Pipelines Overview

This application provides several specialized probe design pipelines, each with its own configuration interface under /pipelines/*.
All pipelines share a consistent workflow: prepare inputs → configure parameters → submit job → track results.

Available Pipelines

SCRINSHOT — src/pages/scrinshot.tsx
Designs padlock probes with gene-specific 5’ and 3’ arms that circularize upon hybridization to detect and quantify RNA transcripts at single-cell resolution.

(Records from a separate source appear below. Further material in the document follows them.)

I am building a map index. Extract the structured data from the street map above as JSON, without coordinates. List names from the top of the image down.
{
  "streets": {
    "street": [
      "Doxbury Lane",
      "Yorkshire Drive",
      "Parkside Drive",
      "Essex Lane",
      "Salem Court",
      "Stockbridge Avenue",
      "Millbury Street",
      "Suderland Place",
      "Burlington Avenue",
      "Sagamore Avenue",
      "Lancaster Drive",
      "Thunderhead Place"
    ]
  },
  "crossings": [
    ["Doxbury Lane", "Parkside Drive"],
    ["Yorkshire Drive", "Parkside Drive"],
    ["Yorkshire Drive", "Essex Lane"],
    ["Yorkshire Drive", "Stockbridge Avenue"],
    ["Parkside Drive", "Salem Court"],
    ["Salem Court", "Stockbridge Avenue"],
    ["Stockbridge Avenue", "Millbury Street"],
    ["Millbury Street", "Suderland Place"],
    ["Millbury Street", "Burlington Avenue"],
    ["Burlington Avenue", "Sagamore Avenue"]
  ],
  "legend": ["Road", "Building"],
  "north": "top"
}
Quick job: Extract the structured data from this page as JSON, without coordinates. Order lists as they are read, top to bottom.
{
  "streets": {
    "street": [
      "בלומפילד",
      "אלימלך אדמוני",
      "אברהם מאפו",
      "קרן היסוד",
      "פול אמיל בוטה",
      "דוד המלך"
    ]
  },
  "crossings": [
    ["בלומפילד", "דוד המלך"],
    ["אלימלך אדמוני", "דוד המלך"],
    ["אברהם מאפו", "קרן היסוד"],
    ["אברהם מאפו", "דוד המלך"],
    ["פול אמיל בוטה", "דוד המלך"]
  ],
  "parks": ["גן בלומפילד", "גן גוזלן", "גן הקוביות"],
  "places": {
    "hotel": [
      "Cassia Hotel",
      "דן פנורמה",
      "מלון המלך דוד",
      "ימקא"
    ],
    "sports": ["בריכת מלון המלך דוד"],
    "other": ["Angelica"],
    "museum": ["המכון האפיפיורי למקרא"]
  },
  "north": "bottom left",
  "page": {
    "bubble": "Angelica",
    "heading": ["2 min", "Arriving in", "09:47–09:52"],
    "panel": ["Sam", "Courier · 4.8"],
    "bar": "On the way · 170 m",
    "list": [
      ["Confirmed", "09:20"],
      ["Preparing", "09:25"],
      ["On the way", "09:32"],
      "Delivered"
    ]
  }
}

These probes enable highly multiplexed and spatially resolved gene expression analysis in tissue samples.
MERFISH — src/pages/merfish.tsx
Designs encoding probes with unique barcodes that enable simultaneous imaging and identification of hundreds of different transcripts within a single sample. This highly multiplexed approach provides detailed, spatially resolved gene expression information at the single-cell level.
SeqFISH+ — src/pages/seqfish.tsx
Designs probes for sequential fluorescence in situ hybridization, enabling multiple rounds of hybridization and imaging to visualize and quantify hundreds of RNA targets in a single sample. This technique preserves spatial context while providing high-throughput and single-cell resolution.
Oligo-Seq — src/pages/oligoseq.tsx
Designs oligo hybridization probes optimized for probe-based targeted sequencing to measure RNA expression. These probes are specifically tailored for next-generation sequencing detection methods.

Common Features

Each pipeline page provides:

FASTA input
- Generate directly from genomic databases (NCBI / Ensembl)
- Or upload existing FASTA files from your computer
Multiple data sources per pipeline (e.g., target probes, reference databases, primers)
Advanced parameter controls for probe length, GC content, melting temperature, secondary structure, homopolymers, and more
Developer settings for fine-grained control over BLASTN/Bowtie parameters and thermodynamic calculations
Job submission
- Generates a unique Run ID via the helper API
- Sends all inputs and settings to the backend for processing

FASTA File Input Requirements

All pipelines require FASTA files as input. When uploading custom FASTA files, they must adhere to the following structure:

Header Format

Each sequence must have a header starting with the > character. The header should contain:

region_id: A unique identifier for the genomic region (e.g., gene name or ID). This is mandatory.
additional_information: Optional metadata fields such as transcript ID or exon number, separated by commas.
coordinates: Genomic location in the format chrom:start-end(strand), which is optional.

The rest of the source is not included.